Working with individual HLS modules
- Setup build directory, e.g. for the TCP module
$ cd hls/toe
$ mkdir build
$ cd build
$ cmake .. -DFPGA_PART=xcvu9p-flga2104-2L-e -DDATA_WIDTH=8 -DCLOCK_PERIOD=3.1
- Run c-simulation
$ make csim
- Run c-synthesis
$ make synthesis
- Generate HLS IP core
$ make ip
- Install HLS IP core into the IP repository
$ make installip
Interfaces
All interfaces are using the AXI4-Stream protocol. For AXI4-Streams carrying network/data packets, we use the following definition in HLS:
template <int D>
struct net_axis
{
ap_uint<D> data;
ap_uint<D/8> keep;
ap_uint<1> last;
};
TCP/IP
Open Connection
To open a connection the destination IP address and TCP port have to provided through the s_axis_open_conn_req
interface. The TCP stack provides an answer to this request through the m_axis_open_conn_rsp
interface which provides the sessionID and a boolean indicating if the connection was openend successfully.
Interface definition in HLS:
struct ipTuple
{
ap_uint<32> ip_address;
ap_uint<16> ip_port;
};
struct openStatus
{
ap_uint<16> sessionID;
bool success;
};
void toe(...
hls::stream<ipTuple>& openConnReq,
hls::stream<openStatus>& openConnRsp,
...);
Close Connection
To close a connection the sessionID has to be provided to the s_axis_close_conn_req
interface. The TCP/IP stack does not provide a notification upon completion of this request, however it is guranteeed that the connection is closed eventually.
Interface definition in HLS:
hls::stream<ap_uint<16> >& closeConnReq,
Open a TCP port to listen on
To open a port to listen on (e.g. as a server), the port number has to be provided to s_axis_listen_port_req
. The port number has to be in range of active ports: 0 - 32767. The TCP stack will respond through the m_axis_listen_port_rsp
interface indicating if the port was set to the listen state succesfully.
Interface definition in HLS:
hls::stream<ap_uint<16> >& listenPortReq,
hls::stream<bool>& listenPortRsp,
Receiving notifications from the TCP stack
The application using the TCP stack can receive notifications through the m_axis_notification
interface. The notifications either indicate that new data is available or that a connection was closed.

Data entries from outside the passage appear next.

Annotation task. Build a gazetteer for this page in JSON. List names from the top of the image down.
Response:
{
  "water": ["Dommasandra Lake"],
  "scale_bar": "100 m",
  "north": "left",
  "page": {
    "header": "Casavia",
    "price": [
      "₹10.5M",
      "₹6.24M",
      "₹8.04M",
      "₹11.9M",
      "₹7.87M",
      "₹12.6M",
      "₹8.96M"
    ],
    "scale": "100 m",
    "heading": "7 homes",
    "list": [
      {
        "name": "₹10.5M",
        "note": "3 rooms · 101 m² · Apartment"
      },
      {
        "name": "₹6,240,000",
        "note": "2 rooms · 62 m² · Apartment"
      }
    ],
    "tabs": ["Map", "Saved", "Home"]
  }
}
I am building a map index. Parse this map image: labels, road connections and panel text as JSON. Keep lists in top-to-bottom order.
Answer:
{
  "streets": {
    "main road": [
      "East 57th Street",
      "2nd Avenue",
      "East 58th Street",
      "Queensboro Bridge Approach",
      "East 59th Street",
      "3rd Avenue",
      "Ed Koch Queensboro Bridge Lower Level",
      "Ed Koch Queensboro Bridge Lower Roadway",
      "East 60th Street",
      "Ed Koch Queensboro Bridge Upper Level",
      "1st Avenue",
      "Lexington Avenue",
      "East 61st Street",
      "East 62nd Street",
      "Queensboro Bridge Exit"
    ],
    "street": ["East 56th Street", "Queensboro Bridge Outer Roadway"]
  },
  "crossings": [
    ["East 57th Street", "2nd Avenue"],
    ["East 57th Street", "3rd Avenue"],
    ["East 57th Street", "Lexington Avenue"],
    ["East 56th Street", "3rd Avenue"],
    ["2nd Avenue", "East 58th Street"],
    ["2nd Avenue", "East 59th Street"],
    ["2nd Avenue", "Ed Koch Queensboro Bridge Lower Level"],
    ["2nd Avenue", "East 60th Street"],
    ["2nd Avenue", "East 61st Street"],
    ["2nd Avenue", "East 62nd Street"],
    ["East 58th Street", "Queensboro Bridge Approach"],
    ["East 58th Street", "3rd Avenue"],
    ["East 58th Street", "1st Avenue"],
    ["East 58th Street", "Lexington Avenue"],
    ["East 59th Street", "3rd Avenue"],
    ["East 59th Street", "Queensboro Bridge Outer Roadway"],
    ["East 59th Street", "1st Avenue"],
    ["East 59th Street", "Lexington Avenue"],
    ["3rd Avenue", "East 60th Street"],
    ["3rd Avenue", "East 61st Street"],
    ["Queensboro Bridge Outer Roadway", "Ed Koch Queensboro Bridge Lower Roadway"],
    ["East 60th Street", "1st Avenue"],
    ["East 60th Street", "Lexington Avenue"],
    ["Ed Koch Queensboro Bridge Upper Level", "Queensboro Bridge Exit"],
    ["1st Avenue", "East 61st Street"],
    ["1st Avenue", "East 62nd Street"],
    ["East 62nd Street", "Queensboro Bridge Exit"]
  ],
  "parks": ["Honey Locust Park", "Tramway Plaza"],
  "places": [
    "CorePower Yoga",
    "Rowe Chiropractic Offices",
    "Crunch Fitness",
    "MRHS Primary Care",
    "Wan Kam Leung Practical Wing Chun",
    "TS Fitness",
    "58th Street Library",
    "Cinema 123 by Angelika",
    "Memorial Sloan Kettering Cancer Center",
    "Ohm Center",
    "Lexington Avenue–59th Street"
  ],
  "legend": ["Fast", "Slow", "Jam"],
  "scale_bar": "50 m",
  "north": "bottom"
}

Interface definition in HLS:
struct appNotification
{
ap_uint<16> sessionID;
ap_uint<16> length;
ap_uint<32> ipAddress;
ap_uint<16> dstPort;
bool closed;
};
hls::stream<appNotification>& notification,
Receiving data
If data is available on a TCP/IP session, i.e. a notification was received. Then this data can be requested through the s_axis_rx_data_req
interface. The data as well as the sessionID are then received through the m_axis_rx_data_rsp_metadata
and m_axis_rx_data_rsp
interface.
Interface definition in HLS:
struct appReadRequest
{
ap_uint<16> sessionID;
ap_uint<16> length;
};
hls::stream<appReadRequest>& rxDataReq,
hls::stream<ap_uint<16> >& rxDataRspMeta,
hls::stream<net_axis<WIDTH> >& rxDataRsp,
Waveform of receiving a (data) notification, requesting data, and receiving the data:
Transmitting data
When an application wants to transmit data on a TCP connection, it first has to check if enough buffer space is available. This check/request is done through the s_axis_tx_data_req_metadata
interface. If the response through the m_axis_tx_data_rsp
interface from the TCP stack is positive. The application can send the data through the s_axis_tx_data_req
interface. If the response from the TCP stack is negative the application can retry by sending another request on the s_axis_tx_data_req_metadata
interface.
Interface definition in HLS:
struct appTxMeta
{
ap_uint<16> sessionID;
ap_uint<16> length;
};
struct appTxRsp
{
ap_uint<16> sessionID;
ap_uint<16> length;
ap_uint<30> remaining_space;
ap_uint<2> error;
};
hls::stream<appTxMeta>& txDataReqMeta,
hls::stream<appTxRsp>& txDataRsp,
hls::stream<net_axis<WIDTH> >& txDataReq,
Waveform of requesting a data transmit and transmitting the data.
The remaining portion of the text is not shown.